- Problem statement -
Go through the records and copy each line where the string "absolute" occurs.

Segment Start: The data

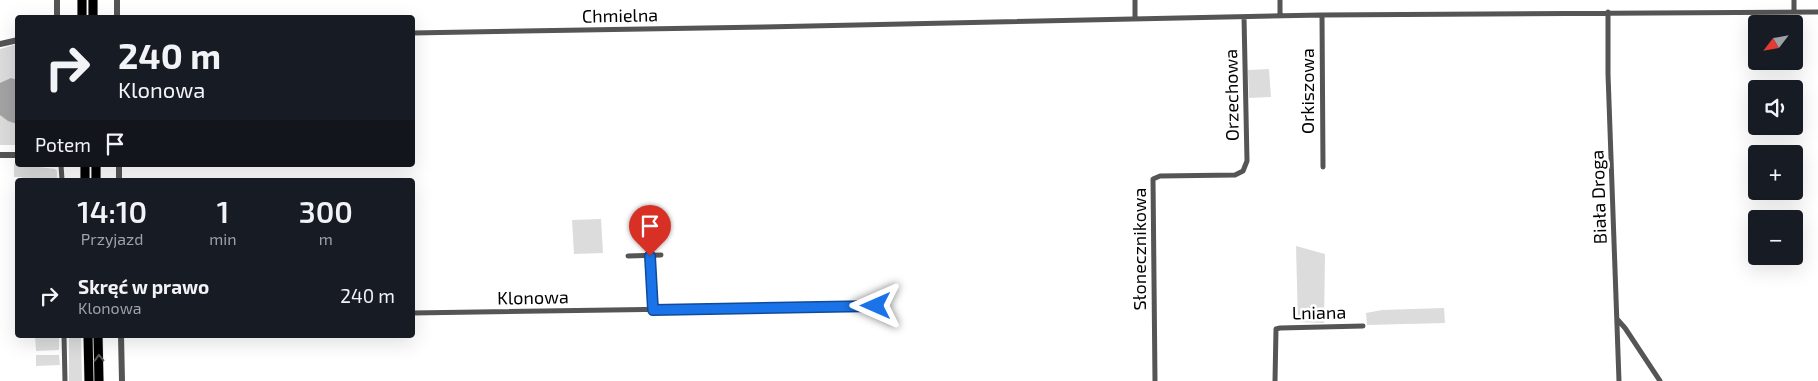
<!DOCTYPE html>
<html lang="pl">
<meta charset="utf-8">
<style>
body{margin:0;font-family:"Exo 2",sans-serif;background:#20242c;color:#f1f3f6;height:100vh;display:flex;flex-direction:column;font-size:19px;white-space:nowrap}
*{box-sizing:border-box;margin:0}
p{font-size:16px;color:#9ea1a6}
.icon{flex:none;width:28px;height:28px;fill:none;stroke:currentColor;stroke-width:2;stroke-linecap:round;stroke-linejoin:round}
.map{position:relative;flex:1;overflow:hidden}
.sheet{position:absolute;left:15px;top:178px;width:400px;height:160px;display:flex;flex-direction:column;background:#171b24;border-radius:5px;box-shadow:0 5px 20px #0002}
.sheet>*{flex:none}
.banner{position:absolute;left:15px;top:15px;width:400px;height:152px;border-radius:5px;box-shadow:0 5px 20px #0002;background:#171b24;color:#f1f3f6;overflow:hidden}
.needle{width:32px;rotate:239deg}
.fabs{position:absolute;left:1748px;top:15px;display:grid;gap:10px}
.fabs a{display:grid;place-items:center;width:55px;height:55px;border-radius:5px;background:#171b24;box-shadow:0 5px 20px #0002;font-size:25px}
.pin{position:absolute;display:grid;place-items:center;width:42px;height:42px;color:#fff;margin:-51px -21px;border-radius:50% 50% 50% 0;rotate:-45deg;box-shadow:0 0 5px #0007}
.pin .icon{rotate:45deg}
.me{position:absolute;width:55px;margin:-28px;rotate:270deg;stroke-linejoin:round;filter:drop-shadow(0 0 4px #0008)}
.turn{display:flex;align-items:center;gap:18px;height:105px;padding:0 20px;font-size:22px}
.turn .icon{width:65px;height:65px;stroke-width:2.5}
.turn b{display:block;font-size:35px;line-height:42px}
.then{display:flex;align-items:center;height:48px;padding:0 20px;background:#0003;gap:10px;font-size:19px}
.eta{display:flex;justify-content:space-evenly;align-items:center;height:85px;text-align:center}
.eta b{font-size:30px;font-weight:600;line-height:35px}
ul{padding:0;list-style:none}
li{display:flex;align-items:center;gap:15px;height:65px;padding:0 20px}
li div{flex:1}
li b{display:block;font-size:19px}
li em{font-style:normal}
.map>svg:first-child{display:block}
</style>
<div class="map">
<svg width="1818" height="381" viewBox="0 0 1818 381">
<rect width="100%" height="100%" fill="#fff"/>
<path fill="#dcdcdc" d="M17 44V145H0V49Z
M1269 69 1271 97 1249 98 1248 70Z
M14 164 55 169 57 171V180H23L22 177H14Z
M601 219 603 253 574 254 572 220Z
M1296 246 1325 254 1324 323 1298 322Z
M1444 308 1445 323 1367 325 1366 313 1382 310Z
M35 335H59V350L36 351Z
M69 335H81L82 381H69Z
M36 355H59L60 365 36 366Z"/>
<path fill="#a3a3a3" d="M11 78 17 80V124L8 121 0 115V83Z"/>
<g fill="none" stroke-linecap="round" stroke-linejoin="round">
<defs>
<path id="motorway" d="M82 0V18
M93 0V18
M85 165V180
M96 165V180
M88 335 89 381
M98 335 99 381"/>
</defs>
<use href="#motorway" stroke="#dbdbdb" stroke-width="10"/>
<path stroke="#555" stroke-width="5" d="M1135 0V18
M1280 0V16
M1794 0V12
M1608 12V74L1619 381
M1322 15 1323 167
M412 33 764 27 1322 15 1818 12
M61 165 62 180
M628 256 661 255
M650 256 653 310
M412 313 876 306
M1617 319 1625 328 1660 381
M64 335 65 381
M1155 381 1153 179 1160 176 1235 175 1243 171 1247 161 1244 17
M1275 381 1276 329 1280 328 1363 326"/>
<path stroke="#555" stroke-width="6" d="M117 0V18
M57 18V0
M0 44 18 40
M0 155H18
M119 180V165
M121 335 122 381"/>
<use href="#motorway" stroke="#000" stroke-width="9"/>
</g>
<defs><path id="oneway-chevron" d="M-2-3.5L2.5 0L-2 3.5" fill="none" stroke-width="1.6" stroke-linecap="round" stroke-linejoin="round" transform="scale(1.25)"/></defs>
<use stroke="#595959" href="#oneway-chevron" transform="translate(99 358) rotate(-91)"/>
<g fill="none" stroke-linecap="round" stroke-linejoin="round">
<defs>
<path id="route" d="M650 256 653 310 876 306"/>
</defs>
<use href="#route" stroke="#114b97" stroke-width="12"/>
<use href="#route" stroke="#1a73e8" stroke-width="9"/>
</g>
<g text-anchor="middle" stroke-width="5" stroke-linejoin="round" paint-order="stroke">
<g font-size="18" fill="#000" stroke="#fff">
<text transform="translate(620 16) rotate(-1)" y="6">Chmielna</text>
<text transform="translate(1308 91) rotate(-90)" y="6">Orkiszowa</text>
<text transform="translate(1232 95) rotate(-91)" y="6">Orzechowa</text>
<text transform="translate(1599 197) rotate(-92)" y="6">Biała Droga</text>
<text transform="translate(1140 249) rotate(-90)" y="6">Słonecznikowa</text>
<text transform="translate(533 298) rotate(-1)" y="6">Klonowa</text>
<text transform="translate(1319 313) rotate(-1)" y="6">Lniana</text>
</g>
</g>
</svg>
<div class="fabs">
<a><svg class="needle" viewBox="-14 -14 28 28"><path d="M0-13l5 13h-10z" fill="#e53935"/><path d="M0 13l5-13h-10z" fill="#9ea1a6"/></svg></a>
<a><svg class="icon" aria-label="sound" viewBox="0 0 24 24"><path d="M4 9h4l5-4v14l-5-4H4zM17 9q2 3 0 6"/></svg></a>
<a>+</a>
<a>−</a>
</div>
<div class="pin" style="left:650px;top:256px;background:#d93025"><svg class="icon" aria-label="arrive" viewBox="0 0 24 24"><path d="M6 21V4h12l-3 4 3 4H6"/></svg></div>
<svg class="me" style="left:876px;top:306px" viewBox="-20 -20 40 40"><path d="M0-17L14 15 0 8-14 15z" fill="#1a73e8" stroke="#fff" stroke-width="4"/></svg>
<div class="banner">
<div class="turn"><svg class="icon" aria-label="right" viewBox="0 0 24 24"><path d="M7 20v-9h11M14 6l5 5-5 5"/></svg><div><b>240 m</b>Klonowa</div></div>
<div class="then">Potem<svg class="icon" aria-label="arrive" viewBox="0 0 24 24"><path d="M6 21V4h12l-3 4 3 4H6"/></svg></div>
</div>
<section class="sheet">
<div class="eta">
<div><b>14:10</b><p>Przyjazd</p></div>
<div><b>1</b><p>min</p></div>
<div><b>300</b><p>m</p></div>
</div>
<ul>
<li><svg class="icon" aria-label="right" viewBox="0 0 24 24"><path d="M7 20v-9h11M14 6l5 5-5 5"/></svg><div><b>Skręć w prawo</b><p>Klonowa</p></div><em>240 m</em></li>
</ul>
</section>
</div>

Segment End: The data

- Response area -
.sheet{position:absolute;left:15px;top:178px;width:400px;height:160px;display:flex;flex-direction:column;background:#171b24;border-radius:5px;box-shadow:0 5px 20px #0002}
.banner{position:absolute;left:15px;top:15px;width:400px;height:152px;border-radius:5px;box-shadow:0 5px 20px #0002;background:#171b24;color:#f1f3f6;overflow:hidden}
.fabs{position:absolute;left:1748px;top:15px;display:grid;gap:10px}
.pin{position:absolute;display:grid;place-items:center;width:42px;height:42px;color:#fff;margin:-51px -21px;border-radius:50% 50% 50% 0;rotate:-45deg;box-shadow:0 0 5px #0007}
.me{position:absolute;width:55px;margin:-28px;rotate:270deg;stroke-linejoin:round;filter:drop-shadow(0 0 4px #0008)}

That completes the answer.